Supplied information START
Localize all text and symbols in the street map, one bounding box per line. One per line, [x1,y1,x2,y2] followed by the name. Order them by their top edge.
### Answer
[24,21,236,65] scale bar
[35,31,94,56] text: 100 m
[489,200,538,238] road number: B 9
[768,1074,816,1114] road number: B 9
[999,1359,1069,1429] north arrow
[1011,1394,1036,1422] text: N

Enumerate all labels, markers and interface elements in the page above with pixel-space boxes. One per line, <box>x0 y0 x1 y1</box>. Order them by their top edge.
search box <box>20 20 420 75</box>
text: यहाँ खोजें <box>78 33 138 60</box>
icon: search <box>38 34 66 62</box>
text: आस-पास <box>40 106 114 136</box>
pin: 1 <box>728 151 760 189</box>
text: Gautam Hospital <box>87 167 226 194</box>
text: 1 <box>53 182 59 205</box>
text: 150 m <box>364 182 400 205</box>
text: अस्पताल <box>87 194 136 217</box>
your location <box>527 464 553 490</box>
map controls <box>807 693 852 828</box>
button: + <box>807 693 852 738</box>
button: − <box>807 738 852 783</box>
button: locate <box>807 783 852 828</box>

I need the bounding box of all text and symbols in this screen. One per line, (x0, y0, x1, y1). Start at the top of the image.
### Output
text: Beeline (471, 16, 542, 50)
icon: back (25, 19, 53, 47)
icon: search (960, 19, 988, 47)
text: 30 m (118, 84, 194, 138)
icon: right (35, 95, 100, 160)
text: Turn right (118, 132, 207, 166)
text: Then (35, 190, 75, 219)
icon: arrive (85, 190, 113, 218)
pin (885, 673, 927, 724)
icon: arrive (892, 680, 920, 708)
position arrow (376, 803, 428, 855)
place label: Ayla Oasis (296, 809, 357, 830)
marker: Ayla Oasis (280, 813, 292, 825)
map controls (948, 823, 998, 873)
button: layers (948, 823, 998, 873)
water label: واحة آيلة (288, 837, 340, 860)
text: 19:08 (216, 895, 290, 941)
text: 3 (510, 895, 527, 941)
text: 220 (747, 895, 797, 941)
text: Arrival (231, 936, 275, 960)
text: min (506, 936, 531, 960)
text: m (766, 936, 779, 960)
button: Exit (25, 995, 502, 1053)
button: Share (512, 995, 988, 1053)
Supplied information END
> _What the task requires_:
Each entry above needs to be retyped exactly as it appears.

> _Exercise response_:
Localize all text and symbols in the street map, one bounding box per line. One per line, [x1,y1,x2,y2] followed by the name. Order them by their top edge.
### Answer
[24,21,236,65] scale bar
[35,31,94,56] text: 100 m
[489,200,538,238] road number: B 9
[768,1074,816,1114] road number: B 9
[999,1359,1069,1429] north arrow
[1011,1394,1036,1422] text: N

Enumerate all labels, markers and interface elements in the page above with pixel-space boxes. One per line, <box>x0 y0 x1 y1</box>. Order them by their top edge.
search box <box>20 20 420 75</box>
text: यहाँ खोजें <box>78 33 138 60</box>
icon: search <box>38 34 66 62</box>
text: आस-पास <box>40 106 114 136</box>
pin: 1 <box>728 151 760 189</box>
text: Gautam Hospital <box>87 167 226 194</box>
text: 1 <box>53 182 59 205</box>
text: 150 m <box>364 182 400 205</box>
text: अस्पताल <box>87 194 136 217</box>
your location <box>527 464 553 490</box>
map controls <box>807 693 852 828</box>
button: + <box>807 693 852 738</box>
button: − <box>807 738 852 783</box>
button: locate <box>807 783 852 828</box>

I need the bounding box of all text and symbols in this screen. One per line, (x0, y0, x1, y1). Start at the top of the image.
### Output
text: Beeline (471, 16, 542, 50)
icon: back (25, 19, 53, 47)
icon: search (960, 19, 988, 47)
text: 30 m (118, 84, 194, 138)
icon: right (35, 95, 100, 160)
text: Turn right (118, 132, 207, 166)
text: Then (35, 190, 75, 219)
icon: arrive (85, 190, 113, 218)
pin (885, 673, 927, 724)
icon: arrive (892, 680, 920, 708)
position arrow (376, 803, 428, 855)
place label: Ayla Oasis (296, 809, 357, 830)
marker: Ayla Oasis (280, 813, 292, 825)
map controls (948, 823, 998, 873)
button: layers (948, 823, 998, 873)
water label: واحة آيلة (288, 837, 340, 860)
text: 19:08 (216, 895, 290, 941)
text: 3 (510, 895, 527, 941)
text: 220 (747, 895, 797, 941)
text: Arrival (231, 936, 275, 960)
text: min (506, 936, 531, 960)
text: m (766, 936, 779, 960)
button: Exit (25, 995, 502, 1053)
button: Share (512, 995, 988, 1053)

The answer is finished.